Mehmet Kuyar hakkında 'eşi kasten öldürme', öldürdükten sonra eşinin cep telefonu
ve banka kartını alarak harcama yaptığı için 'hırsızlık' ve 'banka ve kredi
kartlarının kötüye kullanılması' suçlarından dava açıldı. Sanığın ağırlaştırılmış
müebbet ve 21 yıla kadar hapis ile cezalandırılması talep edildi.

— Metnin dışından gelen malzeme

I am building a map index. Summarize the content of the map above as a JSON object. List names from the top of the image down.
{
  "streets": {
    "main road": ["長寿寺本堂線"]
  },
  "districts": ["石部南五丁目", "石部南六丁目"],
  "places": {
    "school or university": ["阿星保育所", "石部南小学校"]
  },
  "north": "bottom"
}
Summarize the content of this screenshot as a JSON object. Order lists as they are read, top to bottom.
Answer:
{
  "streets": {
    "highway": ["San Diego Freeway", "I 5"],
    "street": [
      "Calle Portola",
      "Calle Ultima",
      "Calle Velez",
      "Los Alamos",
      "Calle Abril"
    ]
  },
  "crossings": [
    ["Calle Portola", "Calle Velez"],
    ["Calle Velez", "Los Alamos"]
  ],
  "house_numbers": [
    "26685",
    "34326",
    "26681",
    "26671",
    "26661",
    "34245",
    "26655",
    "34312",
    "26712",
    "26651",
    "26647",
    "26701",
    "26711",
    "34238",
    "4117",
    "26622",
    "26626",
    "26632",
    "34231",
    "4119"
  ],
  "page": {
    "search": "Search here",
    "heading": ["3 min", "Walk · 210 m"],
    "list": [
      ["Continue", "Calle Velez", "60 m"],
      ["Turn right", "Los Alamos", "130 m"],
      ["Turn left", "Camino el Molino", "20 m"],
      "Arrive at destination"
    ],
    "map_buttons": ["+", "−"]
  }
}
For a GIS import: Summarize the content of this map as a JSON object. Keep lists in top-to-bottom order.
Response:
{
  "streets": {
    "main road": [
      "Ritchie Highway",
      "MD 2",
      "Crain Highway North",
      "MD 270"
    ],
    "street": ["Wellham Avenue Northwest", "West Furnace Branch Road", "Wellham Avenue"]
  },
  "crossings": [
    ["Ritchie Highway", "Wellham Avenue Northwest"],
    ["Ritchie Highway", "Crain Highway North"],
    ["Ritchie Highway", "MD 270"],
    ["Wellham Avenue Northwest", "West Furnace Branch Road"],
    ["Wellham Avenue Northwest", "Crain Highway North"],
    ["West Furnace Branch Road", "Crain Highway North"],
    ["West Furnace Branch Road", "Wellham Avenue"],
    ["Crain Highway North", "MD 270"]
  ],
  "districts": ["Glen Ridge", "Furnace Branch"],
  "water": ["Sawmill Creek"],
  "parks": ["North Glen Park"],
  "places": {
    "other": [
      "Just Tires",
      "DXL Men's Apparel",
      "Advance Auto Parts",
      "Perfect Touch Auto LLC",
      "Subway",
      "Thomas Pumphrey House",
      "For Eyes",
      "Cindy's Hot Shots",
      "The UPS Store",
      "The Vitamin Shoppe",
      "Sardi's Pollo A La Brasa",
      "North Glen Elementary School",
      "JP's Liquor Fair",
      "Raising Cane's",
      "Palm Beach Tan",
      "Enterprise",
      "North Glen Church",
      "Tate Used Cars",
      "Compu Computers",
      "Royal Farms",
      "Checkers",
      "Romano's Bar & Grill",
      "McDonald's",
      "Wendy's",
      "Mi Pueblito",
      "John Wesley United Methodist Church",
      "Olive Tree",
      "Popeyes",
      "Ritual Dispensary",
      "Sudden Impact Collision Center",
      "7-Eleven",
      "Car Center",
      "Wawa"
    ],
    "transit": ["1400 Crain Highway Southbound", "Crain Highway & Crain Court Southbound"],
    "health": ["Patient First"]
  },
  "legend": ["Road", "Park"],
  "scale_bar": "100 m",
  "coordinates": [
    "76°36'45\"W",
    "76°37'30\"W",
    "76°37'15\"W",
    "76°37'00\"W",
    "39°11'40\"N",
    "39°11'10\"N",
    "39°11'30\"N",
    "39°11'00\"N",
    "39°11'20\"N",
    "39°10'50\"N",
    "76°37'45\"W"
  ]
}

'YAŞAMA HEVESİMİZİ YİTİRDİK'
Ankara Batı Adliyesi 3'üncü Ağır Ceza Mahkemesi'nde görülen 4'üncü duruşmaya;
tutuklu sanık Mehmet Kuyar, Gülsüm Kuyar'ın annesi Fatma ve babası Hüseyin Acar
ile taraf avukatları katıldı.
Duruşmada dinlenen anne Acar, küçük torununun henüz 5 yaşında olduğunu belirterek,
"Küçük torunum, 'Annemi özledim' diyor. 'Annen artık yok' diyorum, ağlıyor.
'Annemin mezarını kazalım, onu çıkarıp bir kere de olsa sarılayım' diyor. Çocuğumun
çocukluğunu çaldı, şimdi de kendi çocuklarının çocukluğunu, annesini, hayallerini
çaldı. Yaşama hevesimizi yitirdik" dedi.
OĞLUNDAN MAHKEME HEYETİNE MEKTUP
Daha sonra Gülsüm Kuyar'ın ailesinin avukatı Onur Tatar, çiftin 11 yaşındaki
oğlu H.A.K.'nin yazdığı iddia edilen bir mektubu mahkemeye sundu.
H.A.K.'nın mektubunda, "Sayın hakim bey; bu adam bizi döverdi, bize küfürler
ederdi. Saymadığı küfür yoktu. Benim kendi yatağım yoktu, salonda koltukta yatardım.
Bilgisayarda videoya gülünce bile kızardı, küfür ederdi. Anneme bir kere 'Aşkım'
demedi. O evde oturup oyun oynarken annem canını dişine takıp çalışıyordu. Eve
ekmeği annem alırdı. O, işe gideceğim deyip bir bahane uydurup işe gitmezdi.
Duygu sömürüsü yaparak bizi etkilemeye çalışıyordu. Bana, 'Annen nerede', 'Baban
nerede' denildiğinde cevap veremiyorum. Bunu yapan insanın en ağır cezayı almasını
istiyorum" ifadeleri yer aldı.
Duruşma tanıkların dinlenmesinin ardından 27 Aralık'a ertelendi.